Ich wäre dafür. Im Gegensatz zum vi ist mir Nano noch bisher Standardmäßig auf keinem Unix/Linux System begegnet. Ich war doch erstmal sehr verdutzt, als ich das erste mal Gentoo installierte: in das System ein chroot gemacht und dann auf einmal keinen vi gefunden  :Shocked: 

Außerdem denke ich, dass ein vi(m) auf jedes System gehört.
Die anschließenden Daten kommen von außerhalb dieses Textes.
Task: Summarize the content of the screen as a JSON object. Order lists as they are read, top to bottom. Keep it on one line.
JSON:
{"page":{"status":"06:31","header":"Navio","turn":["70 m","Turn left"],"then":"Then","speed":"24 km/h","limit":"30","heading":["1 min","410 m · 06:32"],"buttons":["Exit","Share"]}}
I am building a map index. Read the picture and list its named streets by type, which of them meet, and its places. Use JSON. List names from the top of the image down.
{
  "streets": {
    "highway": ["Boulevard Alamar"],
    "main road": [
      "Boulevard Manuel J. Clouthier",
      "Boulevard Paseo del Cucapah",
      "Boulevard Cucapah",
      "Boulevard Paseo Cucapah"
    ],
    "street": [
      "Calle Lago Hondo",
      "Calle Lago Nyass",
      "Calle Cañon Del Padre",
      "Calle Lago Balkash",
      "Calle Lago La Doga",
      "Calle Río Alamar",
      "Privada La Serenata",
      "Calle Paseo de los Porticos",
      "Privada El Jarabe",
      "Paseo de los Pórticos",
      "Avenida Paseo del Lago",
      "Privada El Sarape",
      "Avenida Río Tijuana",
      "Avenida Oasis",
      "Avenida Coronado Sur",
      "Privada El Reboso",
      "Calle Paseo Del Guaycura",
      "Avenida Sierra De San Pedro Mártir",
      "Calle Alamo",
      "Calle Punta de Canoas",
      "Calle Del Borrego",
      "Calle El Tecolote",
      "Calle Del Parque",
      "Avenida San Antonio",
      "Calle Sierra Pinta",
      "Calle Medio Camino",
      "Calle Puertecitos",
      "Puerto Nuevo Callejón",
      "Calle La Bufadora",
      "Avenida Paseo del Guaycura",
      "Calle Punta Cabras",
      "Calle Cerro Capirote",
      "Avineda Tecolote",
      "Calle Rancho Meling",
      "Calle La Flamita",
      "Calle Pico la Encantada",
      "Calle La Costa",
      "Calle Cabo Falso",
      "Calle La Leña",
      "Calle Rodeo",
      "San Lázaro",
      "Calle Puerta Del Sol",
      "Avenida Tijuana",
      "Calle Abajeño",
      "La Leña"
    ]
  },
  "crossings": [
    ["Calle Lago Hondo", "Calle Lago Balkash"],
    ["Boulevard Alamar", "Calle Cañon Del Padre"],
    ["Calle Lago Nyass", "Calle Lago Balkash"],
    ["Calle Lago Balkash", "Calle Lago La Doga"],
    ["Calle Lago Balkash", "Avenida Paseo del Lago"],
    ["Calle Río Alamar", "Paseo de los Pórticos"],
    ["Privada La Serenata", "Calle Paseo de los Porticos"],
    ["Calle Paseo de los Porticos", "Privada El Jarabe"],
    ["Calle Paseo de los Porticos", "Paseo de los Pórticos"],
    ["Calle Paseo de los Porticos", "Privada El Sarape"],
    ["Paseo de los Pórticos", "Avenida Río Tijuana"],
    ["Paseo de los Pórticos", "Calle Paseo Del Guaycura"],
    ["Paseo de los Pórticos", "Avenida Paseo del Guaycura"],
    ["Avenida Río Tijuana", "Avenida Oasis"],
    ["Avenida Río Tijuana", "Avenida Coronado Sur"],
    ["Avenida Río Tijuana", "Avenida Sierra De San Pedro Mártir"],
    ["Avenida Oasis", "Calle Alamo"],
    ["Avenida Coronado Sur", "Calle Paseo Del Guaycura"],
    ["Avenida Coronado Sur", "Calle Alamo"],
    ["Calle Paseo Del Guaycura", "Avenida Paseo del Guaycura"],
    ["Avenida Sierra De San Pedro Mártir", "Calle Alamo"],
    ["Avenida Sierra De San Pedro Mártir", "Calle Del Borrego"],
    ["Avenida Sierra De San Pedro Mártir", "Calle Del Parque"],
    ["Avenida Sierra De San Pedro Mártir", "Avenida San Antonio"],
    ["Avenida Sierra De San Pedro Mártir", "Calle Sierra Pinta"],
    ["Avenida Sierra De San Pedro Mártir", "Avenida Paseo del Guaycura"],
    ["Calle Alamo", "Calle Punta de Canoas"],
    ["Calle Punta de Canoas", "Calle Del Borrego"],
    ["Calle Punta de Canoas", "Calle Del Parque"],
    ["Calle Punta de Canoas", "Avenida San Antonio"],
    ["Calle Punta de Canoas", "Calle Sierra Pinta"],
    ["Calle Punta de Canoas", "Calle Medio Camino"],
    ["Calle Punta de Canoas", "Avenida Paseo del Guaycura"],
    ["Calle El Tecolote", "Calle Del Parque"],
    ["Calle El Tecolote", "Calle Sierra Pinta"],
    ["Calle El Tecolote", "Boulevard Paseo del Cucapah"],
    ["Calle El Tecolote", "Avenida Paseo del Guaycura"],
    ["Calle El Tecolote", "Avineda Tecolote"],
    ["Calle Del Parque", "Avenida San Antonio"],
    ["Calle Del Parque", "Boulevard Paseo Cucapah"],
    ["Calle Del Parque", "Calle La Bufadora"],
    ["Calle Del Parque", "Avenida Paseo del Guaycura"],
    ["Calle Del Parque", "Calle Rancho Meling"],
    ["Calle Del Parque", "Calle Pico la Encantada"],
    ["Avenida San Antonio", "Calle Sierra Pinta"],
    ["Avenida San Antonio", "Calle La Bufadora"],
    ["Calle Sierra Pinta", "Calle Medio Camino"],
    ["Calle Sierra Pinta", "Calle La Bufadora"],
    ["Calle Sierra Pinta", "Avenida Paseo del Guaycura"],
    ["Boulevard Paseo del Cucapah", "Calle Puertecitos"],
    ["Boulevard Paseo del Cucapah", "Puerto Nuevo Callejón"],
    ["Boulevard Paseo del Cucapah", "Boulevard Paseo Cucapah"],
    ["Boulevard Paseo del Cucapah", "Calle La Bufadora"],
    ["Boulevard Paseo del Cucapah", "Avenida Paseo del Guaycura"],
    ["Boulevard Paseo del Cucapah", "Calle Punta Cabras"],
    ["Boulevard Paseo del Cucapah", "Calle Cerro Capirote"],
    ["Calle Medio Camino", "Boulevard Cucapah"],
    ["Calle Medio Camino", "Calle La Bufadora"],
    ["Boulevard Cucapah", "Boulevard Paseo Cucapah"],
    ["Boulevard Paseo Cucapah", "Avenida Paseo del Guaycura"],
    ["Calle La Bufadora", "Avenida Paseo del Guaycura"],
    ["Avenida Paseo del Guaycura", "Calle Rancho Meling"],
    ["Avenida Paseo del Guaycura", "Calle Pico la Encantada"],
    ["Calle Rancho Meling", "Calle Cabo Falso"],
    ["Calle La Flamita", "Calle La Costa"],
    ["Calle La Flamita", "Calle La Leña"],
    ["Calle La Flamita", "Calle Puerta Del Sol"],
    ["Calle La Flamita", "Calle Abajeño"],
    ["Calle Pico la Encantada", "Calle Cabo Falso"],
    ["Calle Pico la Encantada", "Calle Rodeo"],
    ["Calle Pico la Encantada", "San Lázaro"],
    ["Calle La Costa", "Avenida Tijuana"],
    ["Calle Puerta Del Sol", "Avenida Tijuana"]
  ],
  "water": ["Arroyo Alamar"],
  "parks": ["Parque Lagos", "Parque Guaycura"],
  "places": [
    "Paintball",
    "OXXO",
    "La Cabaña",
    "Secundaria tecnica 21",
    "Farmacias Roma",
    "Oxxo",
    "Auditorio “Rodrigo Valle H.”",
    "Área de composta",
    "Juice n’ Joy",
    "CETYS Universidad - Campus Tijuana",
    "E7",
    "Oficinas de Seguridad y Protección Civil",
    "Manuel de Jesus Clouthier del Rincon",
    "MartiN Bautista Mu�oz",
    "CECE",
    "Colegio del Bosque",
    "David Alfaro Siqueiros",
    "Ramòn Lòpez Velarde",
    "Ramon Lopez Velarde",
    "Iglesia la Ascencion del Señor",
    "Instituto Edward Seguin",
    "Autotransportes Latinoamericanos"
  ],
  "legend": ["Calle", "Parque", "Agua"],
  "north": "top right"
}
Kann mir kaum vorstellen, das es hier irgendwo einen User gibt, der nicht den vim installiert hat (auch wenn er eigentlich emacs User ist), aber da mag ich mich auch sicherlich täuschen  :Very Happy: 

----------

## Blackburns_gentoo

hm, ich hab mich sehr an nano gewöhnt und mir is es  mit vim zu komplizirt,  aber ich denk mal vim hat viel vorteile,  ich wäre für nano, jedoch wäre es toll für diejnigen die sich die vorteile des  vim zu nutzen machen wollen  auch vim genau so wie nano zu integrieren.

MFG

  BlackBurns_Gentoo

----------

## Moorenkopf

Wenn ich mir überlege, ich hätte bei meiner ersten Installation mit vi arbeiten müssen, stimme ich klar für nano.

----------

## Arudil

"Für vi(m) braucht es ein eignes Howto"

Nano/Pico hingegen ist nahezu idiotensicher  :Smile: 

Ich wäre dafür vi standardmässig dabei zu haben, aber Nano als alternative muss draufbleiben  :Wink: 

----------

## Blackburns_gentoo

 *Quote:*   

> 
> 
> Wenn ich mir überlege, ich hätte bei meiner ersten Installation mit vi arbeiten müssen, stimme ich klar für nano.
> 
> 

 

genau das mein ich , vim is ein guter editor, aber sehr komplex, ich hab immernoch schwirikeiten mit, (vieleicht liegt es auch an mir  :Razz:  ) und beim erstem mal Gentoo installen hätte ich total den überblick verlohren . deswegen denke ich muss nano mindestens noch zusetzlich verfügbarsein 

MFG

   BlackBurn_Gentoo

----------

## Anarcho

Naja, vi ist nicht leicht, aber genial.

daher finde ich es sollten beide standardmässig beides installiert sein.

----------

## Corax

 *Moorenkopf wrote:*   

> Wenn ich mir überlege, ich hätte bei meiner ersten Installation mit vi arbeiten müssen, stimme ich klar für nano.

 

Oh ja. Ich habe mich erst in den letzten Tagen mit vim beschäftigt, war vorher strikter Emacs - User. Nun, man kann sich eingewöhnen, manchmal ist vim auch bequemer als Emacs. Trotz alledem, all den Erstinstallateuren möchte ich vi nicht zumuten. Die Wahl für nano war gar nicht so schlecht. Bedenke auch, die Dateien, die für eine Installation editiert werden müssen, bedürfen wahrlich nicht eines vi. Das kann nano genauso gut. Und er ist eben einfacher zu benutzen. Wir sind hier schließlich keine Elite, auch wenn sich so manch als solche fühlen möchte. Wer soll denn all die Fragen, die dann in den Foren auftauchen, beantworten? Immer wieder denselben Kram aufschreiben... Gentoo installieren zu wollen, sollte nicht heißen, einen häßlcihen Editor erlernen zu müssen.

----------

## amne

Am besten vim statt nano, die Installationsanleitung gibts nur mehr via IRC und die Stagearchive muss man sich erst mit dem hex-Editor zusammenbasteln - so bleibt Gentoo auch weiter elitär! </sarkasmus>

Ich finde Idee userfeindlich und daher nicht sinnvoll. Über einen optionalen vi(m) auf der LiveCD und in der Standardinstallation kann man sich ja Gedanken machen, aber alles andere ist unnötig. Um welchen Standard handelt es sich eigentlich?

----------

## calvin-gr

ich bin umbedingt dafür, dass vi(m) standartmäsig auf gentoo installiert wird und auch auf die livecd kommt.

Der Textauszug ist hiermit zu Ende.